Tuesday, September 3, 2019
School night
For the first time in more than three months, tonight is a “school
night” in our house. This means our younger two children – rising 12th-grader
Natalie and rising 8th-grader James – cannot leisurely sleep in
tomorrow morning; and trust me, there's been plenty of THAT around here. There are buses to catch, first bells to make, homerooms to
get acquainted with, as a new school year dawns. It seems like last week that I
was fretting over the start of summer break for them (well, especially James),
and how we would keep from hearing the familiar “I’m bored” refrain of summer.

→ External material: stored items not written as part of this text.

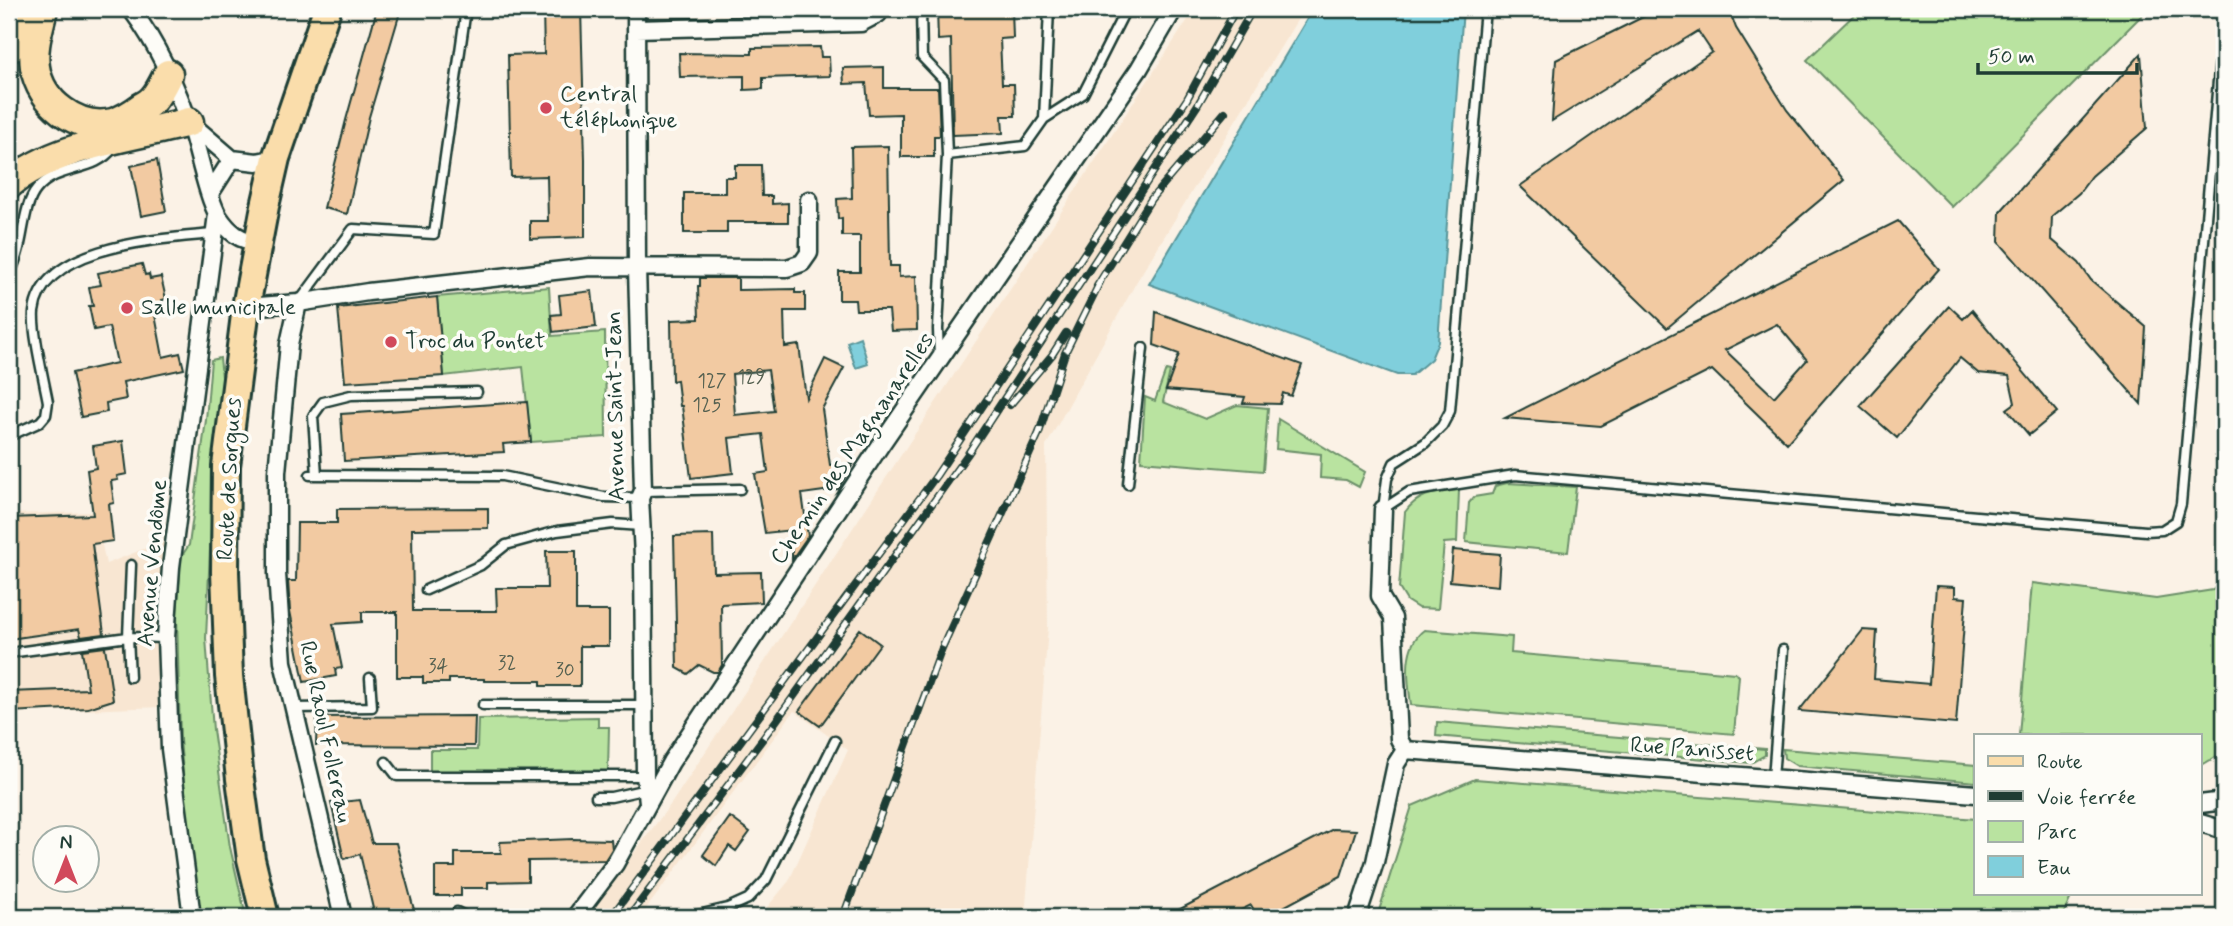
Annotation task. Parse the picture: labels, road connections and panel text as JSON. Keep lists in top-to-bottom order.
{
  "streets": {
    "main road": ["Route de Sorgues"],
    "street": [
      "Avenue Saint-Jean",
      "Chemin des Magnanarelles",
      "Avenue Vendôme",
      "Rue Raoul Follereau",
      "Rue Panisset"
    ]
  },
  "crossings": [
    ["Avenue Saint-Jean", "Chemin des Magnanarelles"]
  ],
  "places": ["Central téléphonique", "Salle municipale", "Troc du Pontet"],
  "house_numbers": [
    "129",
    "127",
    "125",
    "32",
    "34",
    "30"
  ],
  "legend": [
    "Route",
    "Voie ferrée",
    "Parc",
    "Eau"
  ],
  "scale_bar": "50 m",
  "north": "top"
}
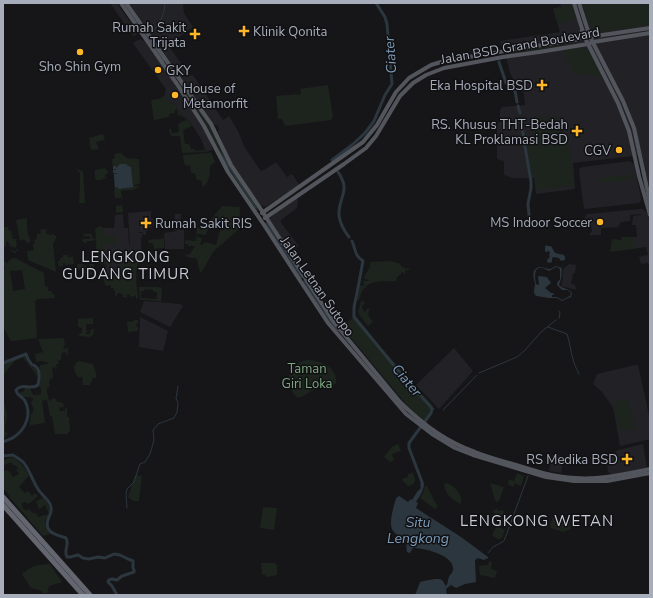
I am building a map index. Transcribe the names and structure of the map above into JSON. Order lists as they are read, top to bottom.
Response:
{
  "streets": {
    "main road": ["Jalan BSD Grand Boulevard", "Jalan Letnan Sutopo"]
  },
  "crossings": [
    ["Jalan BSD Grand Boulevard", "Jalan Letnan Sutopo"]
  ],
  "districts": ["LENGKONG GUDANG TIMUR", "LENGKONG WETAN"],
  "water": ["Ciater", "Situ Lengkong"],
  "parks": ["Taman Giri Loka"],
  "places": {
    "health": [
      "Klinik Qonita",
      "Rumah Sakit Trijata",
      "Eka Hospital BSD",
      "RS. Khusus THT-Bedah KL Proklamasi BSD",
      "Rumah Sakit RIS",
      "RS Medika BSD"
    ],
    "other": [
      "Sho Shin Gym",
      "GKY",
      "House of Metamorfit",
      "CGV",
      "MS Indoor Soccer"
    ]
  }
}
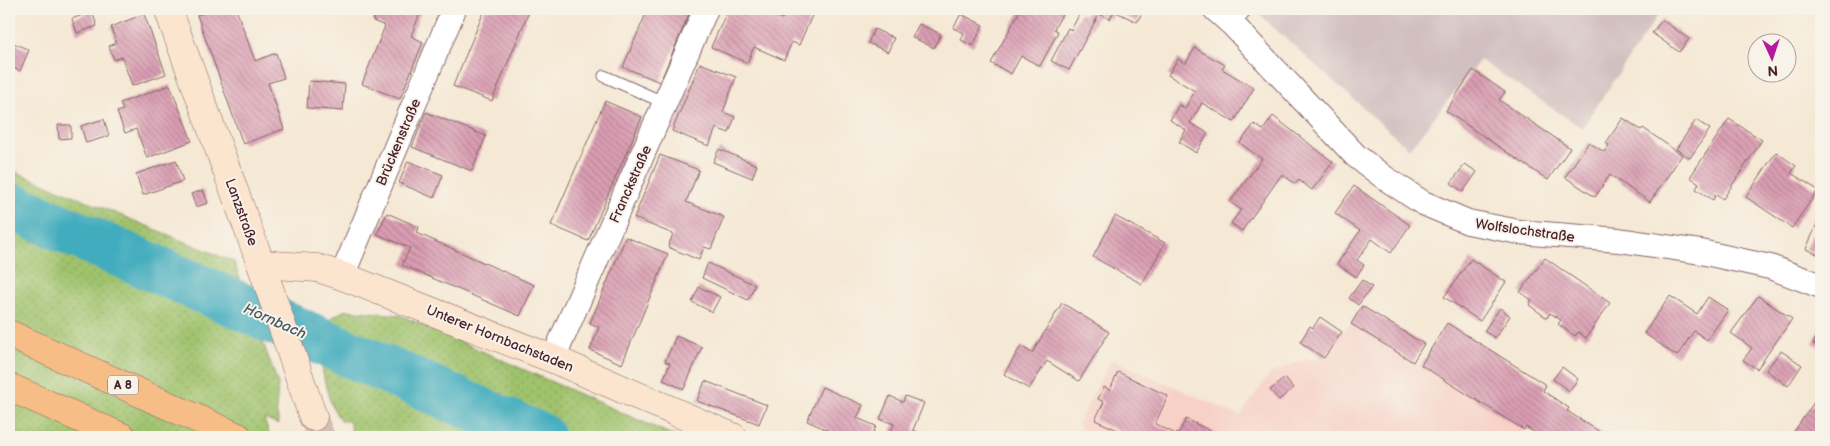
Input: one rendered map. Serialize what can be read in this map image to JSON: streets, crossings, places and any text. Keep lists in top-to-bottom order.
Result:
{
  "streets": {
    "highway": ["A 8"],
    "street": [
      "Brückenstraße",
      "Franckstraße",
      "Lanzstraße",
      "Wolfslochstraße",
      "Unterer Hornbachstaden"
    ]
  },
  "crossings": [
    ["Brückenstraße", "Unterer Hornbachstaden"],
    ["Franckstraße", "Unterer Hornbachstaden"],
    ["Lanzstraße", "Unterer Hornbachstaden"]
  ],
  "water": ["Hornbach"],
  "north": "bottom"
}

Well, somehow the end of June quickly became the beginning of September. And
here we are. Natalie is ready for her final year of high school. James? Well,
he recently described today (the last day of summer break) as being “one of the
two worst days” of the year (the other being the day after Christmas). We have
had some middle school issues with our youngest son. Seventh grade was
definitely a challenge on many fronts; it was far from smooth sailing. With a
few blips, though, we’ve had a good summer. We have bonded over baseball – on TV
and at Citi Field. He has embraced analytics similarly to me; we discuss pitch
counts (both not big fans of it), on-base percentage (both big fans of it), BABIP
(I’m a big believer, he doesn’t care), WHIP (important), WAR (what is it good
for?), and why New York Mets broadcasts are so vastly superior to New York
Yankees broadcasts that they shouldn’t even share the same cable box (simple
facts). We have grown to make Jeff McNeil at-bats much-watch TV. Mostly, we
have had a common language, something to talk about, after a school year in
which his primary mode of communication with me was in grunts and one-word sentences
(standard middle-school procedure). So tonight, he (they) needs to go to bed a
little earlier. There will be no more late innings for us to share on TV. Summer is in its late
innings, with a call to the bullpen for autumn on the way. School night.